「人イヌにあう」を読んで、個性ということ

 コンラート・ローレンツ「人イヌにあう」(ハヤカワ文庫)はノーベル賞を受賞した動物生態学者が動物の生態を描いた作品で、同じ著者の「ソロモンの指輪」には一歩を譲るもののきわめて面白い。その犬の個性を論じているところ、

 個性を誇大にいわれる人類にあっても、型は遺伝によってみごとに保存されている。(中略)私の子どもの一人に、4人の祖父母たちの性格の特質が、つぎつぎと、ときとして一度にあらわれるのを見て、私はしばしば神秘の念に打たれたーー生者のあいだに死者の霊を見たかのように、私が曾祖父母を知っていたら、おそらくその存在をも子どもたちのなかに発見しただろうし、それらが奇妙にまざりあって、私の子どもの子どもたちにつたえられていくのをみることになったかもしれない。
 私は、みるからに無邪気で、素直な性質をもったちびの雌イヌのスージーーその先祖のほとんどを知っているーーをみると、いつも死と不滅についてのそのような思いにかられるのである。
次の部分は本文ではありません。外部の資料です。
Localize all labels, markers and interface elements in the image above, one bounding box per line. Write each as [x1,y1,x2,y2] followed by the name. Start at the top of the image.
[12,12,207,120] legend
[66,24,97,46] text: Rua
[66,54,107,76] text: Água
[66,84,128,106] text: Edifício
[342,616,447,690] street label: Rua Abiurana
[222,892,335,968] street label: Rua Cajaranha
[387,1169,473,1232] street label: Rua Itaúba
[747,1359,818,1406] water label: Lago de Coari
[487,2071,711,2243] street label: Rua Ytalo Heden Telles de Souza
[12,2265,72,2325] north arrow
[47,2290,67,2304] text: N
私たちの飼育所では、やむをえず、許されるかぎりの同系交配が行われているからである。が、個々のイヌの性格の特性は、人間のそれとは比較にならぬほど単純であり、したがってそれが子孫の個体の特性と結びついてあらわれるときにいっそう顕著であるので、先祖の性格の特性のすべての再現は、人間における場合にくらべて、はかり知れぬほどはっきりしている。動物においては、先祖からうけついだ資質が個体として獲得したものによっておおいつくされる度合いが人間よりも低く、先祖の魂はいっそう直接的に生きている子孫に残され、死んだものの性格は、はるかに明白な生きた表現をとるのである。
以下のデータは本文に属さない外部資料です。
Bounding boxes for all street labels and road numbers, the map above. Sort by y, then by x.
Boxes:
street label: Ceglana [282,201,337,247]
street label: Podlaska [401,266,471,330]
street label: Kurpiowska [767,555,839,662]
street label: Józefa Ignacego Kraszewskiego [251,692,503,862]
 私も以前、「思考が枠づけられている」(2007年3月5日)において、似た経験をしたことを紹介した。

 絵本を見ていた。タイトルは忘れたが、ウサギを飼う話だ。金網で地面を囲いその中に番いのウサギを放す。ウサギは地面に穴を掘りその穴の中で子ウサギを出産する。やがて穴の中で大きくなった子ウサギたちが親に連れられて穴の外へ出てくる。穴の中の子ウサギのシーンは地面の中の断面図で描かれている。それから次の次の見開きページで子ウサギたちが地上に出ている。この時私は前の前の見開きページへ戻って穴の中の子ウサギの数を数え、地上に現れた子ウサギの数と比べ、落ちこぼれのないことを確認した。
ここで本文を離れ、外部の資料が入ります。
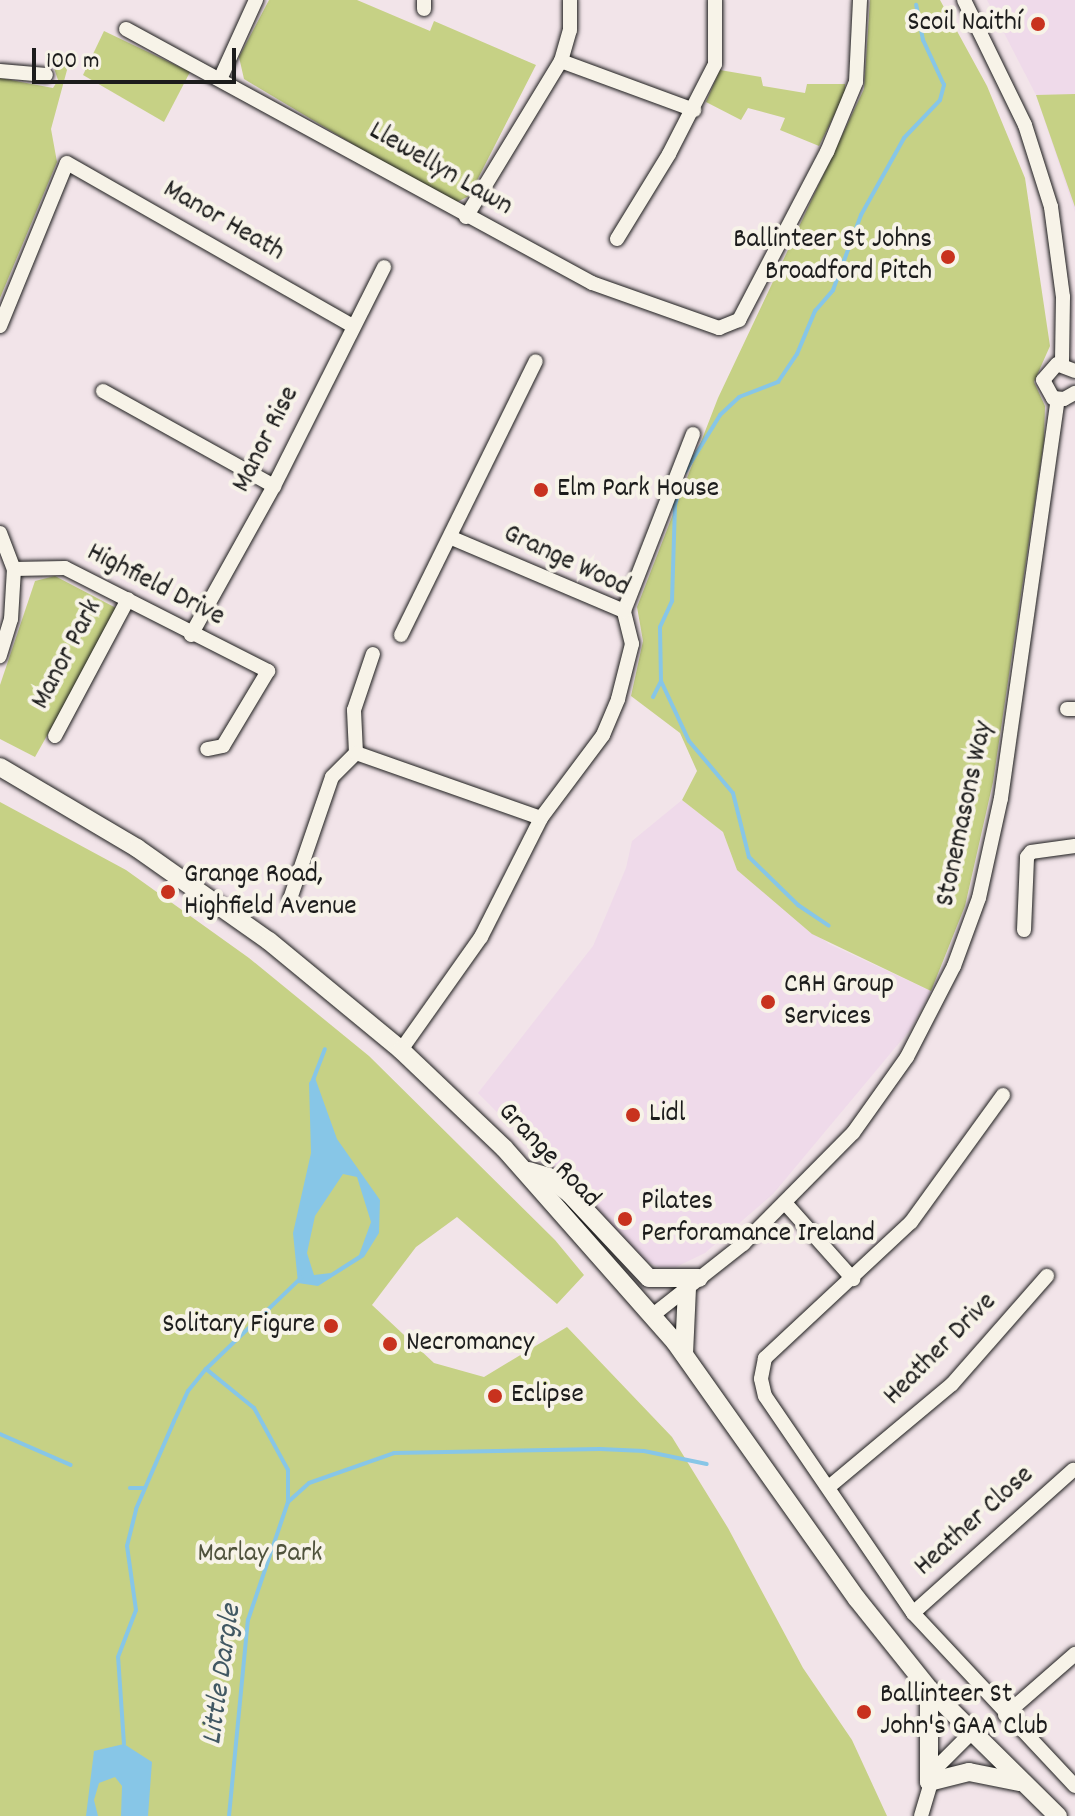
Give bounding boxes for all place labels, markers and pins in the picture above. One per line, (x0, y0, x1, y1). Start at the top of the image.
place label: Scoil Naithí (907, 7, 1022, 41)
marker: Scoil Naithí (1029, 15, 1047, 33)
place label: Ballinteer St Johns Broadford Pitch (733, 224, 932, 290)
marker: Ballinteer St Johns Broadford Pitch (939, 248, 957, 266)
place label: Elm Park House (557, 473, 719, 507)
marker: Elm Park House (532, 481, 550, 499)
place label: Grange Road, Highfield Avenue (184, 859, 357, 925)
marker: Grange Road, Highfield Avenue (159, 883, 177, 901)
place label: CRH Group Services (784, 969, 894, 1035)
marker: CRH Group Services (759, 993, 777, 1011)
place label: Lidl (649, 1098, 685, 1132)
marker: Lidl (624, 1106, 642, 1124)
place label: Pilates Perforamance Ireland (641, 1186, 875, 1252)
marker: Pilates Perforamance Ireland (616, 1210, 634, 1228)
place label: Solitary Figure (162, 1309, 315, 1343)
marker: Solitary Figure (322, 1317, 340, 1335)
place label: Necromancy (406, 1327, 534, 1361)
marker: Necromancy (381, 1335, 399, 1353)
place label: Eclipse (511, 1379, 584, 1413)
marker: Eclipse (486, 1387, 504, 1405)
place label: Ballinteer St John's GAA Club (880, 1679, 1048, 1745)
marker: Ballinteer St John's GAA Club (855, 1703, 873, 1721)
 傍でそれを見ていたカミさんが笑った。どうしたのかと聞くと、娘が同じことをしたと言うのだ。地上に現れた子ウサギの数を数え、2見開き戻って地下の巣の子ウサギの数を数えた。親子で同じことをしていると。(後略)

 私と娘は発想の型がよく似ているのだ。どのように発想するか、それは先験的に決まってしまっているのだ。おそらく私と娘に限ることなく誰もが。それぞれが独自の発想をするのではなく、それぞれがあるパターンに従って発想しているだけなのだ。発想が、おそらく思考が、深いところで枠づけられているのではないだろうか。
 もっと言ってしまえば、自分の個性だと思っているものが単にその一族の思考のパターン、癖なのではないのか。
 つけ加えることがあった。「人イヌにあう」が至誠堂から発行された40年ほど前、大江健三郎は最初この本を推薦し、ついでローレンツがナチに協力した過去を持つからと推薦を取り消した。そして、そういえばローレンツは犬を見下ろしている、というようなことを言っていた。ナチはともかく、動物生態学者が動物を見下ろして何の不思議があるのだろう。